Pfc. Louis Rivera, left, a soldier with the 2nd Battalion, 1st Infantry Regiment, Fort Wainwright, Alaska, samples a lunch of beef curry from a Japanese MRE. Sgt. Toshihiko Iida, center, and Pvt. Osamu Shibuya, both with the 21st Regiment of the Japan Ground Self-Defense Force, said they enjoyed tasting entrees in American MREs. All are taking part in North Wind exercises in northern Japan. (Wayne Specht / Stars and Stripes)
TAKIZAWA, Japan — When East meets West, interesting exchanges can happen.

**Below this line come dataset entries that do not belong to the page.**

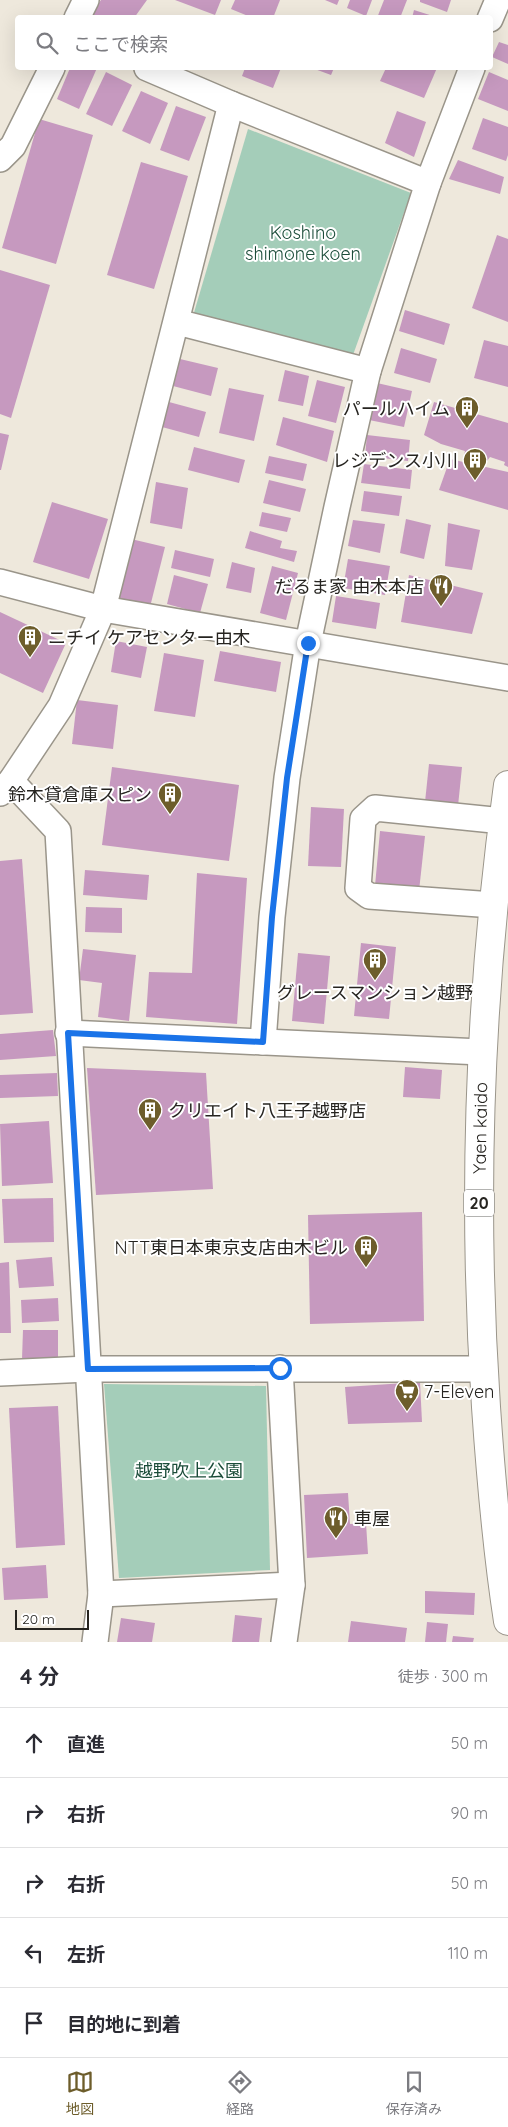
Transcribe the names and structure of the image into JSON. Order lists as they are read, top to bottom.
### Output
{
  "streets": {
    "main road": ["Yaen kaido", "20"]
  },
  "parks": ["Koshino shimone koen", "越野吹上公園"],
  "places": {
    "building": [
      "パールハイム",
      "レジデンス小川",
      "ニチイ ケアセンター由木",
      "鈴木貸倉庫スピン",
      "グレースマンション越野",
      "クリエイト八王子越野店",
      "NTT東日本東京支店由木ビル"
    ],
    "restaurant": ["だるま家 由木本店", "車屋"],
    "supermarket": ["7-Eleven"]
  },
  "scale_bar": "20 m",
  "page": {
    "search": "ここで検索",
    "scale": "20 m",
    "heading": ["4 分", "徒歩 · 300 m"],
    "list": [
      ["直進", "50 m"],
      ["右折", "90 m"],
      ["右折", "50 m"],
      ["左折", "110 m"],
      "目的地に到着"
    ],
    "nav": ["地図", "経路", "保存済み"]
  }
}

Case in point: U.S. soldiers from Alaska’s Fort Wainwright taking part in North Wind bilateral exercises here grabbed MREs — Meals, Ready to Eat — to take to the field for their midday meals.
It’s the basic subsistence GIs consume to fortify themselves for arduous outdoor activities when a full-blown dining facility isn’t available in field training locales.

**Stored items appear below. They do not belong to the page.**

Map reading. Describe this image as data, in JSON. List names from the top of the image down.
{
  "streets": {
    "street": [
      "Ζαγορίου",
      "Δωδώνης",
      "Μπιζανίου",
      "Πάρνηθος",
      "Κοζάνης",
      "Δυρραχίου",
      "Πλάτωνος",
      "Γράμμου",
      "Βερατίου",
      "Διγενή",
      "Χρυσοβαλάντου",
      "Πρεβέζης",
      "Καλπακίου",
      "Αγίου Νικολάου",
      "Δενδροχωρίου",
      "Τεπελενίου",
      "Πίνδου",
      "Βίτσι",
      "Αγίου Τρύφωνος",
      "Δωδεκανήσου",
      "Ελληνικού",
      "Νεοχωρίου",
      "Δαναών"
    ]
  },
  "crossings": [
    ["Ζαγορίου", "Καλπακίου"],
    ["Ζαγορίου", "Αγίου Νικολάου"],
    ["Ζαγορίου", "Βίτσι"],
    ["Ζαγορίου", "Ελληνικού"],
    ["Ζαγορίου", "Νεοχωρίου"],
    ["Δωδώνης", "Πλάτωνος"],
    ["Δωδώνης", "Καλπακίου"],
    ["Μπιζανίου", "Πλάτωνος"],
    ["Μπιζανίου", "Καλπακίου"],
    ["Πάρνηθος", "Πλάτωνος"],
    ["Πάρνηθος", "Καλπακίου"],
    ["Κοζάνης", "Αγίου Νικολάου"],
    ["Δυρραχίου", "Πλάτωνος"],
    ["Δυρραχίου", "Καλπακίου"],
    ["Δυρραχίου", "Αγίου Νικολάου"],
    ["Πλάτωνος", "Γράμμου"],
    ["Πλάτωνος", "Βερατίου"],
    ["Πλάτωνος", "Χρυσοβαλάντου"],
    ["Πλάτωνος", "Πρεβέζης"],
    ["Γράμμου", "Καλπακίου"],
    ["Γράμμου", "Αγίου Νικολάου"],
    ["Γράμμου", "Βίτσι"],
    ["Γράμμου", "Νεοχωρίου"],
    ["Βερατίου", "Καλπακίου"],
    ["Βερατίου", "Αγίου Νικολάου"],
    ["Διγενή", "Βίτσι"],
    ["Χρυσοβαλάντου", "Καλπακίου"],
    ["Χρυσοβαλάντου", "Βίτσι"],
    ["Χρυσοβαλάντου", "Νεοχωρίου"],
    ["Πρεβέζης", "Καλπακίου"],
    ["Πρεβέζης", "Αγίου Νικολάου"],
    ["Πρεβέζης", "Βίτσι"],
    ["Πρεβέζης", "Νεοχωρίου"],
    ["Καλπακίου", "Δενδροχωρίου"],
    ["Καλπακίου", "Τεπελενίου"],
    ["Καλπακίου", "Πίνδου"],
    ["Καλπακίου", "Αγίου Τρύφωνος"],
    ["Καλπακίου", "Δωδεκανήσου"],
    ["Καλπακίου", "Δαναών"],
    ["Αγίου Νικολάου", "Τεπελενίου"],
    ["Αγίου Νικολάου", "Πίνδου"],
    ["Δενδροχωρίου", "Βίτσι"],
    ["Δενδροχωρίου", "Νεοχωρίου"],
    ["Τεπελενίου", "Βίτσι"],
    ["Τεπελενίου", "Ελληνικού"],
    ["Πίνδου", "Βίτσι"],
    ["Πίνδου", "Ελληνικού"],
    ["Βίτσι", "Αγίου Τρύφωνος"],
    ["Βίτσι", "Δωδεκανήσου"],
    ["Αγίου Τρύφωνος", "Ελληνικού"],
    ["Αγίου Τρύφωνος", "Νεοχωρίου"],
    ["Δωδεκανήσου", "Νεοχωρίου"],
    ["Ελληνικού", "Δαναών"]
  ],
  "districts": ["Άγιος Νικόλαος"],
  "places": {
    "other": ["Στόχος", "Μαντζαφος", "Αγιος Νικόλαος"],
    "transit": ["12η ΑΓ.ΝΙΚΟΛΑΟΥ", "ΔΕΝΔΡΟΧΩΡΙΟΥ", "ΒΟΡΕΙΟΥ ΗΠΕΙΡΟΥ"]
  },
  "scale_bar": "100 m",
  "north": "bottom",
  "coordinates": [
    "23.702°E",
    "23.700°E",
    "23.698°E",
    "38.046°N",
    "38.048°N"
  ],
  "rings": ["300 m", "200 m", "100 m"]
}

Japanese Ground Self-Defense Force soldiers have access to MREs, too.
But quantum differences stretch between the made-in-Japan version and its American counterpart.
Pfc. Louis Rivera, an infantryman from Corona, Calif., sampled a Japanese MRE at North Wind, as two Japanese soldiers with the 21st Infantry Regiment sampled the American version.
“Usually I don’t like curry, but this tastes OK,” Rivera said as he plunged a plastic spoon into a green pouch containing a Japanese beef curry entree.
Rivera said he wasn’t quite sure what to think about a package containing daikon, a pickled Japanese radish that’s a popular garnish in Japanese diets.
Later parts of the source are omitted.